I identify with Julian because, like me, he is also extremely frustrated with the racism displayed by many Southern white people who refuse to stop living in a world that no longer exists. Even though I grew up some fifty to sixty years after this story takes place, these sentiments are still very real in many parts of the South, though perhaps people aren’t as overtly opinionated about them (in public). Julian longed for something other than his current circumstances which, for as much as he could tell, was a hopeless situation of oppression, willing ignorance, and false pride from white people against black people. Julian was enlightened to this issue, and everybody else was an idiot, especially his mother. Julian would tell his mother she was wrong, mostly out of spite, finally letting her have it after a black woman yells at Julian’s mother for trying to give the black woman’s son a shiny penny. Many times I’ve also wanted to light into racists and bigots of all varieties, though I’m not sure I’m as fiery as Julian.

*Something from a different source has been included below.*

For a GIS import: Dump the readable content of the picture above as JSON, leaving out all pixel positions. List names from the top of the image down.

Of course, this diatribe did nothing for Julian’s mother but make her feel as if she were being attacked, causing her to act defensively and offended at times. Even though Julian’s mother is clearly not what many would consider the most moral person, it’s interesting to note how Flannery O’Connor describes her; unlike many modern liberals or progressive thinkers, O’Connor notes the innocence and naïveté in Julian’s mother’s eyes, suggesting that she simply knows no other way and that she is just as much a victim of circumstance as the black people she is prejudiced towards. O’Connor makes the same distinction in other stories, exposing the system that perpetuates racism and being careful to explain that in many cases racists are victims of the way they were raised to act and think and of a lack of real life knowledge. In many cases, racist or bigoted people have lived in bubbles their whole lives and don’t know anything else other than the way things have seemingly always been. This isn’t a justification for being racist or bigoted (any research into O’Connor’s life will reveal she was quite the opposite), but it does help the rest of us understand racists better and learn how to reach them effectively.

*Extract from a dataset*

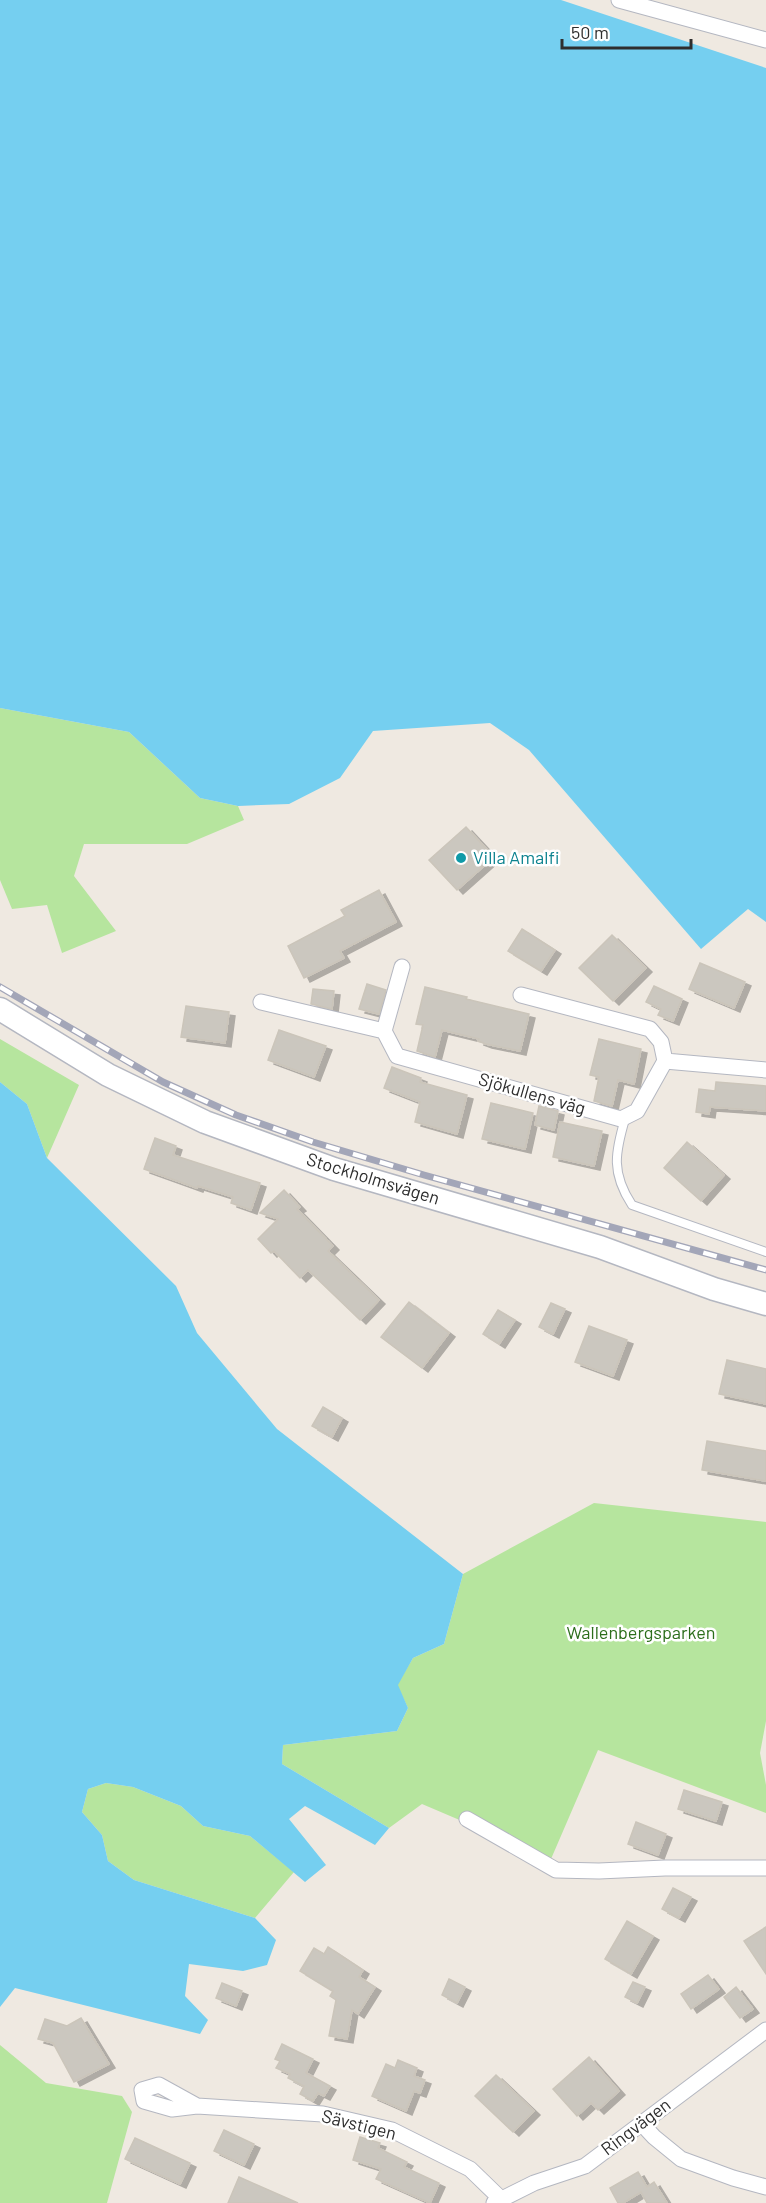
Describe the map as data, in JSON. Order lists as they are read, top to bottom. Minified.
{"streets":{"main road":["Stockholmsvägen"],"street":["Sjökullens väg","Sävstigen","Ringvägen"]},"crossings":[["Sävstigen","Ringvägen"]],"parks":["Wallenbergsparken"],"places":["Villa Amalfi"],"scale_bar":"50 m"}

Though I might not have ranted to people quite like Julian did, I’m guilty of his mentality on a recurring, daily basis. I catch myself thinking of racist and bigoted people as imbeciles– people too stupid to rise above their subhuman ways and to change their thoughts and actions. At the end of “Everything That Rises Must Converge,” Julian’s mother dies in the street from what seems to be a complication of her high blood pressure, just after Julian finishes viciously and condescendingly explaining to her why she is a fool. It’s not until it’s too late that Julian realizes what’s happening to his mother and begins to feel desperate panic and remorse for his final interactions with her. Julian was a hypocrite and even more condescending than his racist, holier-than-thou mother, and he will have to live with his smug mistake for the rest of his life.

Based off Julian’s story, it would seem that this type of condescending rhetoric only shuts down conversation between the bigot and the progressive, strengthening bitterness and breeding animosity. In order to create real change from the inside out, we need to remember that we weren’t always as educated as we would like to think we are. Real change requires that we meet people where they’re at and engage in thoughtful, respectful, and humble conversations with them. This may sound easy, but it can be the most difficult thing in the world when you’re used to thinking the opposite way. If we aren’t careful, we can very easily find ourselves talking down to people from our pedestal– a behavior that is maybe even more destructive than outright bigotry.